> AVAILABLE DATA:
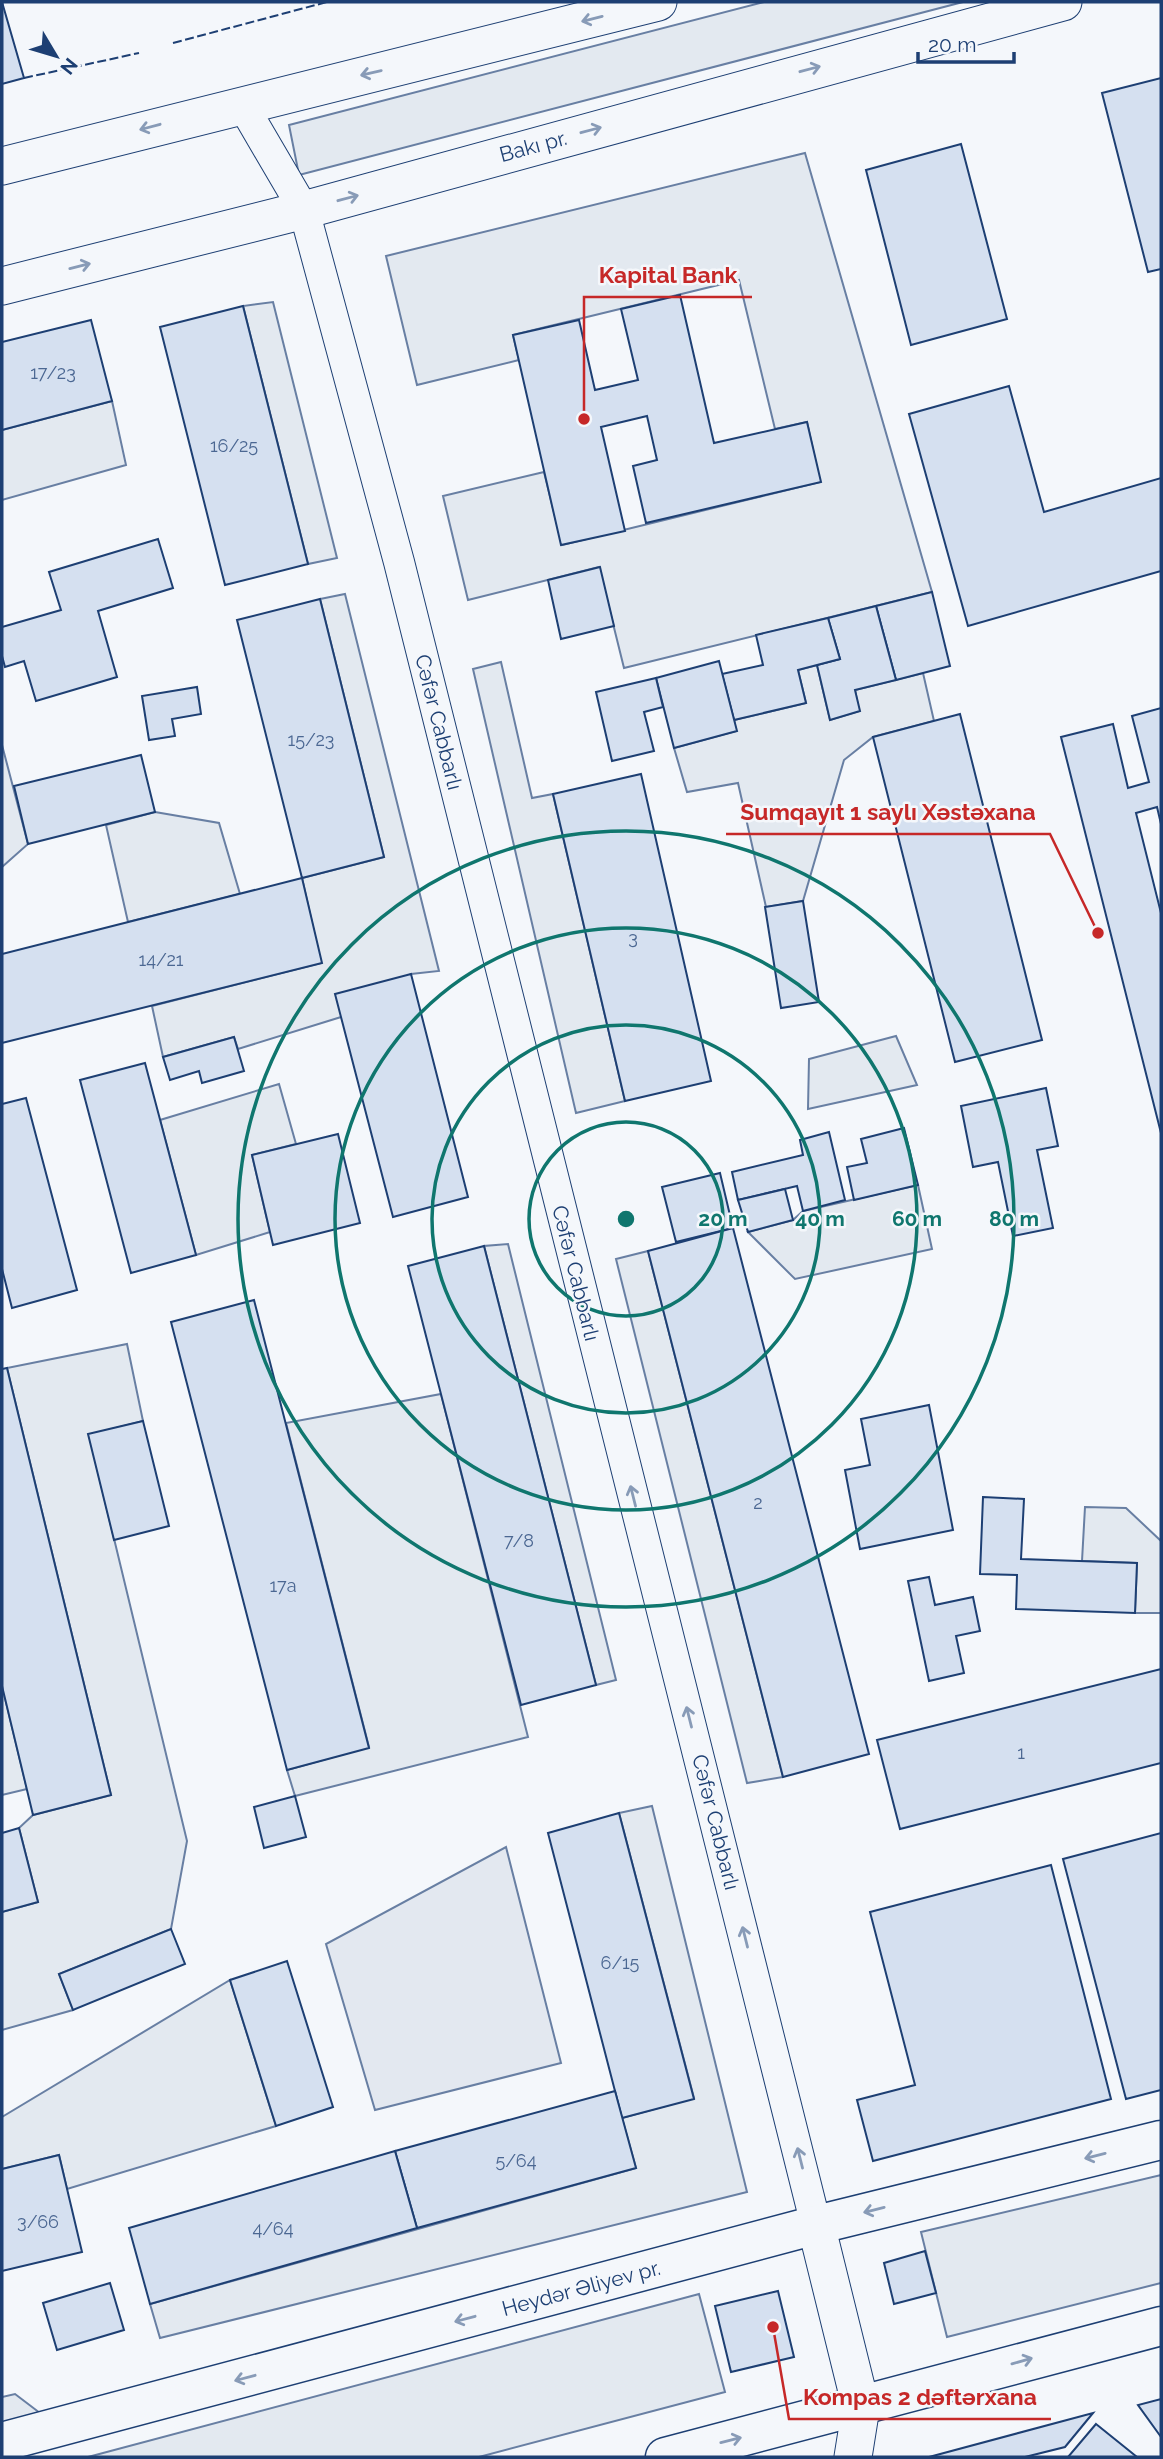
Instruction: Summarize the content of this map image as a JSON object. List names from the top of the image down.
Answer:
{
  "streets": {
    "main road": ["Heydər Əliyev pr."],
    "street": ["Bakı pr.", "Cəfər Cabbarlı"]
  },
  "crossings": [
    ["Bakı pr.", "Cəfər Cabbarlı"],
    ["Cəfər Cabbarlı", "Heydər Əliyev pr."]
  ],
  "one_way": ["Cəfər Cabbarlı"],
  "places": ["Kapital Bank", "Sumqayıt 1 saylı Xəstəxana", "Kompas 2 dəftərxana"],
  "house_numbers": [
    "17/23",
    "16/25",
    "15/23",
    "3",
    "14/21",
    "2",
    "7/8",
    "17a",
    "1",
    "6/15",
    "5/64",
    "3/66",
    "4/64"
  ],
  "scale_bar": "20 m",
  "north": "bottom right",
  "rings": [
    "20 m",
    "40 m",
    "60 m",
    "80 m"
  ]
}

> WORK TO COMPLETE: Please print all of the records above exactly, omitting each picture.

> ANSWER FOR THE TASK:
Instruction: Summarize the content of this map image as a JSON object. List names from the top of the image down.
Answer:
{
  "streets": {
    "main road": ["Heydər Əliyev pr."],
    "street": ["Bakı pr.", "Cəfər Cabbarlı"]
  },
  "crossings": [
    ["Bakı pr.", "Cəfər Cabbarlı"],
    ["Cəfər Cabbarlı", "Heydər Əliyev pr."]
  ],
  "one_way": ["Cəfər Cabbarlı"],
  "places": ["Kapital Bank", "Sumqayıt 1 saylı Xəstəxana", "Kompas 2 dəftərxana"],
  "house_numbers": [
    "17/23",
    "16/25",
    "15/23",
    "3",
    "14/21",
    "2",
    "7/8",
    "17a",
    "1",
    "6/15",
    "5/64",
    "3/66",
    "4/64"
  ],
  "scale_bar": "20 m",
  "north": "bottom right",
  "rings": [
    "20 m",
    "40 m",
    "60 m",
    "80 m"
  ]
}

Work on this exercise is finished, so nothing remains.